To win a court case, it makes perfect sense that Apple’s lawyers would argue that it’s only required to make phones that last the duration of its warranty. But outside the courtroom, Apple says in its environmental reports that the average iPhone is used for three years, and its spokespeople say it makes the “most durable” phones (which isn’t necessarily untrue—iPhones maintain their resale value better than any other smartphone.) Apple did not respond to my request for comment.
In court, meanwhile, Apple argues that customers should either buy an extended warranty or not buy an iPhone at all if they have the expectation that Apple is going to remain liable for design flaws that happen after the warranty period expires.
“Apple’s Limited Warranty expressly provides for a return if the consumer does not agree to ‘ the terms of the warranty,'” González wrote. “Plaintiffs’ allegations about the duration of cellular telephone service plans or financing options cannot change the clearly stated one-year warranty that has always applied to Apple’s iPhones … Plaintiffs had the options of purchasing a smartphone from a third party or purchasing an extended service plan to extend the duration of the one-year warranty.”
Apple’s iPhone warranty is similar to other warranties we expressly agree to when we buy electronics. But Apple and other companies have increasingly maintained strict control over their products after they’ve been sold. If you hack or modify your devices, you are messing with the manufacturer’s software and product.

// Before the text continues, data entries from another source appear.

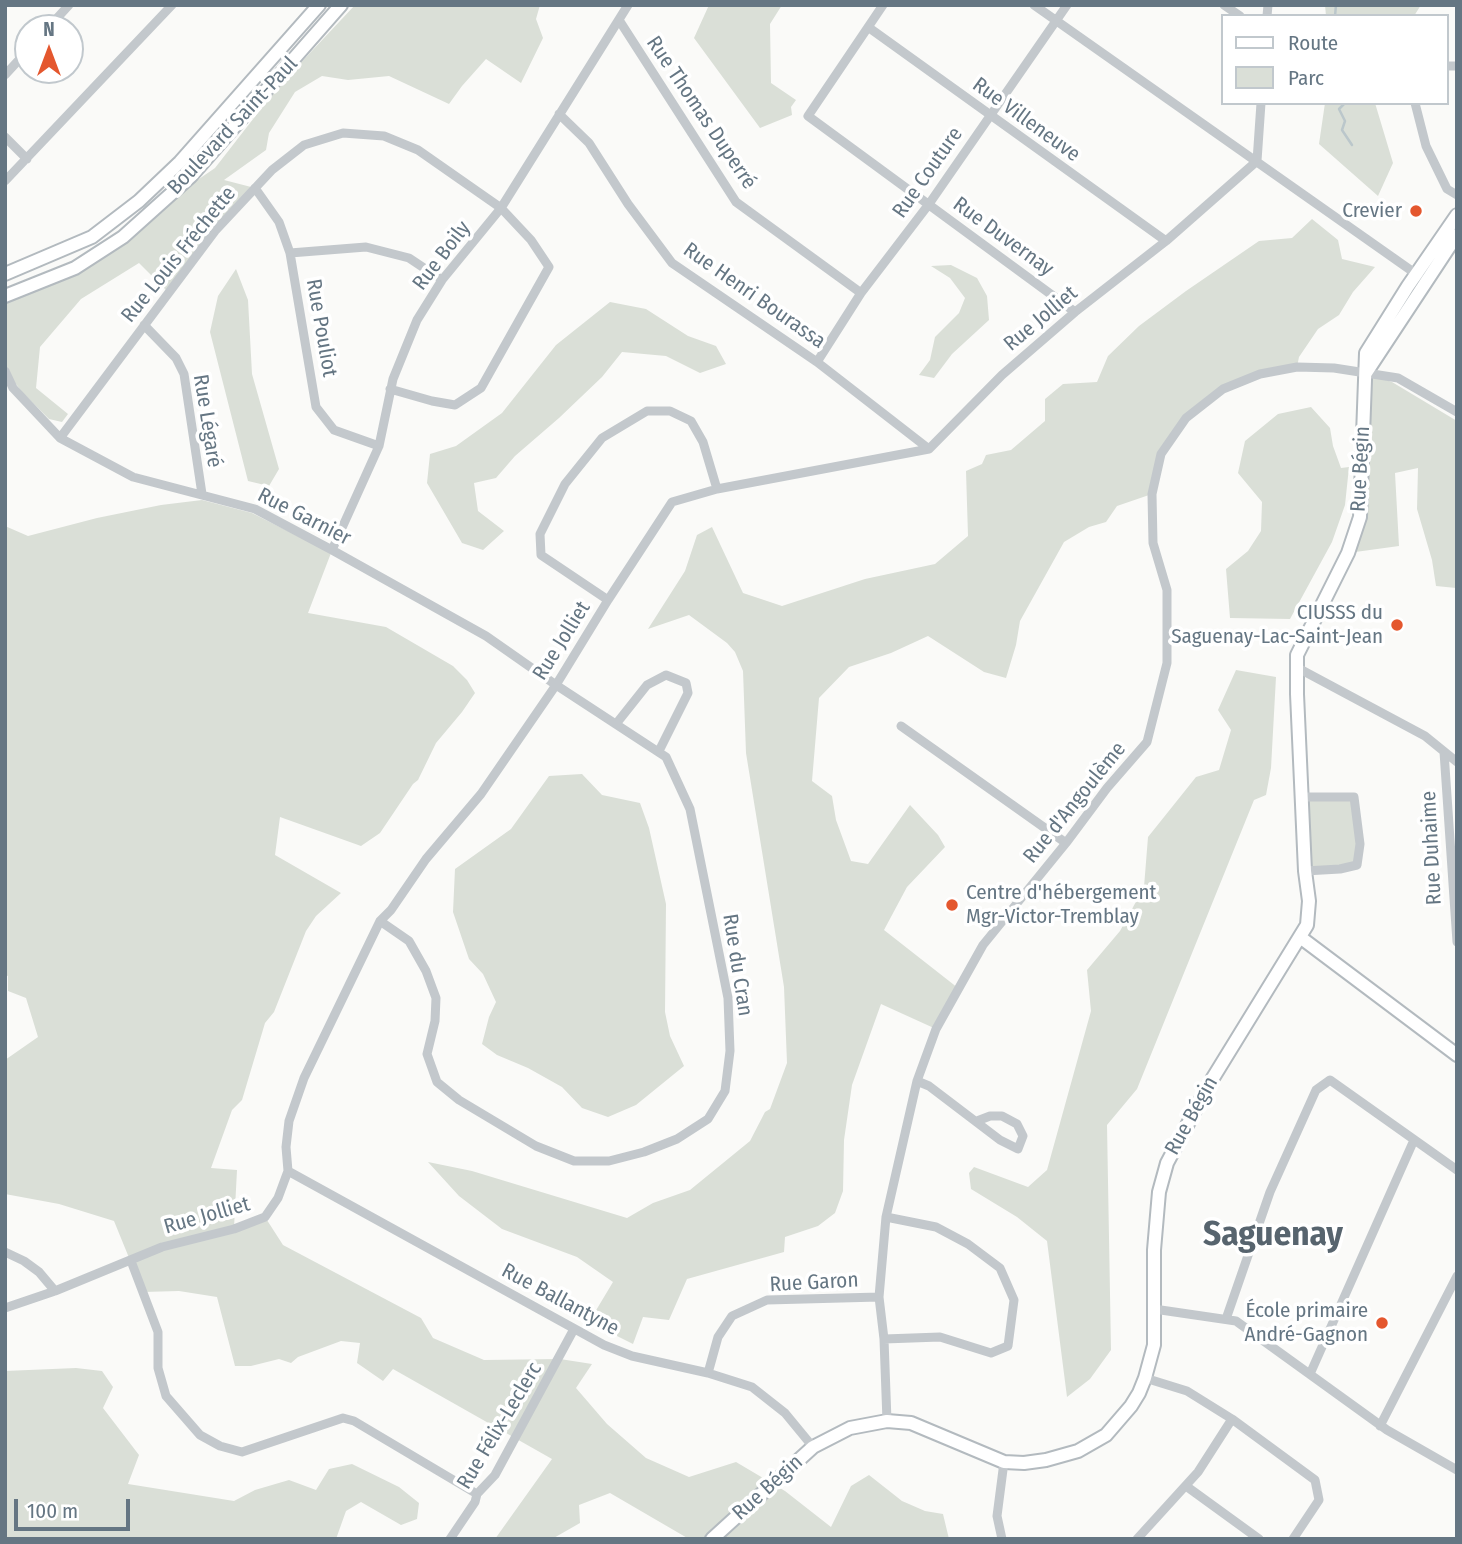 <!DOCTYPE html>
<meta charset="utf-8">
<style>
body{margin:0}
#map{position:relative;width:1462px;height:1544px;overflow:hidden;background:#fafaf8;font-family:"Fira Sans Condensed",sans-serif}
canvas{display:block}
.frame{position:absolute;inset:0;border:7px solid #657683;pointer-events:none}
.legend{position:absolute;left:1221px;top:14px;width:228px;height:91px;box-sizing:border-box;background:#fff;border:2px solid #c1c8cd;margin:0;padding:9px 12px;list-style:none;font-size:21px;color:#657683}
.legend li{display:flex;align-items:center;gap:14px;height:35px}
.legend b{width:35px;border:2px solid #c1c8cd}
.north{position:absolute;left:14px;top:14px;width:70px;height:70px;box-sizing:border-box;background:#fff;border:2px solid #c1c8cd;border-radius:50%;rotate:0deg;font-size:19px;font-weight:700;line-height:28px;text-align:center;color:#657683}
.north::after{content:'';display:block;margin:auto;width:24px;height:32px;background:#e4572e;clip-path:polygon(50% 0,100% 100%,50% 72%,0 100%)}
.scale{position:absolute;left:14px;top:1499px;width:116px;height:32px;box-sizing:border-box;border:4px solid #657683;border-top:0;padding-left:9px;font-size:21px;line-height:24px;white-space:nowrap;color:#657683;-webkit-text-stroke:5px #fff;paint-order:stroke}
</style>
<div id="map">
<canvas width="1462" height="1544"></canvas>
<div class="frame"></div>
<ul class="legend">
<li><b style="height:9px;background:#fff"></b>Route</li>
<li><b style="height:19px;background:#dadfd7"></b>Parc</li>
</ul>
<div class="north">N</div>
<div class="scale">100 m</div>
</div>
<script>
const c = document.querySelector('canvas').getContext('2d');
c.lineJoin = 'round';
function paint(path, color) { c.fillStyle = color; c.fill(path, 'evenodd'); }
const shape = rows => new Path2D(rows.map(r => 'M' + r).join(''));
function stroke(path, color, width, dash) { c.strokeStyle = color; c.lineWidth = width; c.lineCap = dash ? 'butt' : 'round'; c.setLineDash(dash || []); c.stroke(path); }
function write(font, color, halo, rows, align = 'center') {
  c.font = font + ' "Fira Sans Condensed",sans-serif'; c.lineWidth = 7; c.setLineDash([]); c.textBaseline = 'middle'; c.strokeStyle = halo; c.fillStyle = color; for (const [text, x, y, turn = 0] of rows) {
    c.save(); c.translate(x, y); c.rotate((+turn || 0) * Math.PI / 180); c.textAlign = isNaN(turn) ? turn : align; if (halo) c.strokeText(text, 0, 0); c.fillText(text, 0, 0); c.restore();
  }
}
paint(shape([
 [355,5,540,5,536,19,543,38,521,83,486,59,462,86,449,104,389,76,348,80,322,76,295,92,269,133,266,150,224,180,255,188,169,293,139,263,81,299,40,347,36,388,68,414,62,422,49,419,22,392,13,380,5,363,5,296,53,279,215,168,278,87],
 [709,5,782,5,770,24,771,83,796,100,791,107,792,115,760,128,694,38],
 [1325,5,1421,5,1414,16,1326,16],
 [1325,103,1375,103,1393,163,1378,196,1319,144],
 [1312,219,1338,240,1342,259,1375,267,1353,292,1339,315,1318,329,1299,357,1297,367,1222,389,1186,418,1161,454,1152,494,1117,506,1106,522,1089,527,1064,542,1020,621,1016,645,1006,678,984,672,928,636,891,653,849,667,819,698,812,781,832,796,836,820,851,861,868,864,910,805,938,835,945,847,907,887,884,930,958,988,936,1029,881,1004,852,1085,844,1140,843,1191,835,1213,818,1226,785,1237,784,1252,687,1279,669,1320,643,1317,633,1344,589,1322,613,1282,577,1257,502,1229,459,1196,428,1162,472,1171,627,1218,653,1203,690,1190,750,1141,765,1112,770,1109,787,1063,784,987,746,753,743,671,735,652,727,643,689,615,648,629,685,571,697,535,712,527,743,593,782,606,865,579,935,564,968,536,966,471,982,464,986,455,1011,450,1045,421,1045,399,1063,384,1097,382,1108,356,1139,326,1186,291,1259,241,1292,238],
 [951,265,977,278,987,296,989,320,952,354,934,378,919,375,930,360,935,337,959,313,965,298,950,278,931,266],
 [236,269,248,300,252,374,279,469,269,486,248,481,210,332,218,296],
 [610,302,646,309,688,336,716,346,726,364,700,373,666,356,622,352,602,377,559,418,515,456,496,478,474,483,478,511,504,531,483,550,462,543,427,483,430,454,456,446,502,413,556,345],
 [1366,373,1392,382,1457,421,1456,588,1436,586,1432,560,1417,509,1418,468,1395,473,1399,546,1348,553,1360,517],
 [1311,407,1330,428,1333,446,1341,468,1349,467,1345,505,1332,542,1290,619,1230,618,1226,569,1248,551,1261,531,1262,502,1238,473,1245,441,1278,414],
 [202,500,252,513,331,553,308,613,386,627,453,666,467,680,475,693,462,712,436,743,418,780,413,784,380,833,361,846,280,817,275,855,341,893,316,916,306,931,274,1012,265,1023,242,1100,232,1110,211,1168,237,1170,234,1228,265,1217,283,1245,421,1318,433,1338,484,1360,560,1359,592,1364,576,1388,607,1424,646,1458,689,1477,736,1462,785,1491,831,1527,851,1486,869,1475,902,1501,925,1511,943,1514,949,1539,689,1539,610,1493,579,1505,580,1523,552,1539,495,1539,552,1459,393,1369,383,1381,357,1363,360,1343,341,1341,298,1357,291,1363,279,1359,251,1366,235,1366,217,1297,179,1291,143,1292,114,1221,59,1204,5,1194,5,1060,38,1037,26,998,8,991,8,976,5,975,5,526,28,536,97,518,161,505],
 [1236,670,1276,677,1271,768,1266,795,1254,800,1137,1089,1107,1125,1111,1350,1090,1379,1067,1397,1047,1241,1017,1217,971,1189,969,1173,974,1167,1028,1187,1047,1170,1091,1011,1087,970,1120,931,1144,887,1148,837,1196,777,1219,770,1231,730,1218,710],
 [582,774,602,795,640,803,649,828,666,904,665,1012,670,1036,684,1066,636,1105,608,1117,582,1108,562,1087,528,1068,497,1055,482,1044,489,1017,496,1002,483,974,469,959,453,912,455,869,511,829,549,776],
 [1301,797,1354,797,1357,865,1305,871],
 [76,1368,102,1371,113,1387,103,1408,139,1455,128,1484,234,1501,255,1490,289,1480,316,1490,329,1469,352,1464,399,1487,419,1503,417,1519,401,1525,361,1502,346,1511,336,1539,5,1539,5,1371]
]), '#dadfd7');
stroke(shape([
 [1335,16,1336,5],
 [1345,103,1339,109,1345,121,1342,130,1352,145]
]), '#bbc7cb', 2.5);
const secondary = shape([
 [5,274,92,237,139,201,180,162,319,5],
 [5,296,75,268,123,237,191,176,341,5],
 [1366,373,1457,235],
 [1300,937,1457,1055],
 [712,1539,813,1447,850,1428,887,1421,911,1423,1004,1462,1024,1463,1046,1460,1078,1451,1106,1435,1131,1406,1139,1393,1145,1378,1154,1345,1154,1250,1159,1192,1167,1163,1208,1086,1307,925,1309,901,1305,871,1297,694,1297,655,1348,553,1360,517,1366,353,1408,286,1457,215]
]);
stroke(secondary, '#b3babf', 16);
stroke(shape([
 [883,5,808,116,1075,312],
 [1034,5,1419,276],
 [1224,5,1240,16],
 [1267,16,1268,5],
 [619,20,736,202,861,293],
 [868,27,1166,241],
 [48,28,69,5],
 [1446,66,1457,66],
 [5,75,28,50],
 [1415,103,1426,146,1447,189,1457,195],
 [559,114,589,143,628,204,672,263,817,362,929,449],
 [5,137,27,159],
 [5,181,172,5],
 [255,188,279,222,290,253,316,407,334,430,379,446],
 [290,253,366,247,409,258,442,280],
 [144,325,176,358,184,374,202,494],
 [817,362,861,293,929,204,1067,5],
 [5,371,13,388,60,438,133,477,255,509,332,550,486,636,556,685,666,757,690,809,728,998,730,1051,725,1091,708,1119,677,1139,644,1152,609,1161,574,1161,536,1146,459,1100,437,1082,427,1054,435,1021,436,998,426,971,409,941,380,921],
 [60,438,215,231,272,170,304,145,343,133,384,136,418,150,501,208,531,240,549,267,481,388,455,405,432,401,390,389],
 [332,550,379,446,393,379,417,320,442,280,501,208,628,5],
 [608,600,541,555,540,534,565,484,602,438,647,411,670,411,691,421,703,442,717,489],
 [1296,667,1425,736,1457,762],
 [616,724,647,685,666,675,686,683,688,693,659,751],
 [901,726,1066,843],
 [1444,752,1457,942],
 [1301,797,1354,797,1360,844,1357,865,1340,869,1305,871],
 [917,1081,929,1086,1000,1140,1018,1149,1023,1136,1017,1124,1002,1116,990,1116,977,1121],
 [288,1171,604,1345,632,1356,708,1373,752,1387,785,1413,813,1447],
 [5,1252,24,1261,39,1272,55,1291],
 [131,1261,158,1332,158,1368,166,1396,200,1435,220,1446,242,1452,343,1418,354,1421,477,1494],
 [5,1308,55,1291,162,1247,234,1229,265,1217,278,1198,288,1171,286,1147,289,1121,304,1078,380,921,391,910,426,859,481,794,556,685,608,600,672,502,717,489,929,449,1002,375,1075,312,1166,241,1257,161,1261,103],
 [1154,1309,1236,1321,1387,1430,1457,1470],
 [1226,1319,1270,1192,1316,1090,1330,1080,1457,1170],
 [884,1339,940,1337,991,1353,1008,1346,1014,1300,1000,1268,968,1244,936,1227,886,1217],
 [708,1373,718,1337,732,1316,767,1300,879,1297],
 [1310,1374,1414,1140],
 [1145,1378,1187,1391,1232,1419,1315,1480,1319,1500,1293,1539],
 [887,1421,884,1339,879,1297,886,1217,917,1081,936,1029,983,945,1066,843,1107,788,1147,742,1167,663,1167,590,1153,543,1152,494,1161,454,1186,418,1223,389,1260,374,1297,367,1334,368,1398,378,1457,412],
 [1380,1426,1457,1276],
 [1186,1486,1259,1539],
 [450,1539,475,1502,477,1494,495,1475,574,1329],
 [1002,1539,997,1516,1004,1462],
 [1137,1539,1198,1472,1232,1419]
]), '#c3c8cc', 9);
stroke(secondary, '#fff', 12);
for (const [x, y, r, color] of [
 [1416,211,7,"#e4572e"],
 [1397,625,7,"#e4572e"],
 [952,905,7,"#e4572e"],
 [1382,1323,7,"#e4572e"]
]) { const dot = new Path2D(); dot.arc(x, y, r, 0, 2 * Math.PI); c.fillStyle = color; c.fill(dot); stroke(dot, '#fff', 2.5); }
write('21px', '#657683', '#fff', [
 ["Rue Thomas Duperré",701,113,56],
 ["Rue Villeneuve",1026,120,36],
 ["Boulevard Saint-Paul",233,126,-47],
 ["Rue Couture",928,173,-55],
 ["Rue Duvernay",1003,237,36],
 ["Rue Louis Fréchette",179,255,-51],
 ["Rue Boily",442,256,-53],
 ["Rue Henri Bourassa",754,296,35],
 ["Rue Jolliet",1041,319,-40],
 ["Rue Pouliot",321,328,80],
 ["Rue Légaré",207,421,81],
 ["Rue Bégin",1361,469,-87],
 ["Rue Garnier",304,517,27],
 ["Rue Jolliet",562,641,-58],
 ["Rue d'Angoulème",1075,803,-51],
 ["Rue Duhaime",1432,848,-93],
 ["Rue du Cran",737,965,81],
 ["Rue Bégin",1192,1116,-61],
 ["Rue Jolliet",207,1216,-16],
 ["Rue Garon",814,1283,-3],
 ["Rue Ballantyne",560,1300,28],
 ["Rue Félix-Leclerc",500,1426,-59],
 ["Rue Bégin",768,1488,-42]
]);
write('21px', '#657683', '#fff', [
 ["Crevier",1402,211],
 ["CIUSSS du",1383,613],
 ["Saguenay-Lac-Saint-Jean",1383,637],
 ["Centre d'hébergement",966,893,"left"],
 ["Mgr-Victor-Tremblay",966,917,"left"],
 ["École primaire",1368,1311],
 ["André-Gagnon",1368,1335]
], 'right');
write('bold 35px', '#57646e', '#fff', [
 ["Saguenay",1273,1235]
]);
</script>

But if the product breaks, you have broken your device.
“What it highlights is the increasingly blurriness of the distinction between products and services, and the way companies use that blurriness to their advantage. When it suits them, companies treat software-embedded devices as services,” Aaron Perzanowski, a law professor at Case Western Reserve University and author of The End of Ownership, told me in an email. “When the role of service provider is inconvenient, as when a leased/licensed product needs repair or replacement, companies are quick to embrace the caveat emptor mentality we associate with standalone products.”
I do not subscribe to conspiracy theories that the Apple has planned obsolescence into the iPhone, and there are lots of people who are still rocking 2013’s iPhone 5S (and a Flickr device search shows that earlier models are still being used, too).
Apple’s argument here is a legal one when faced with litigation, and so it makes sense that it would argue that its warranty—which is a legal document after all—is the measure by which the durability of its phones should be judged. But if something goes wrong with your iPhone (and the iPhone 6’s Touch Disease shows that this is a very real possibility), you can only expect your phone to last one year and no longer.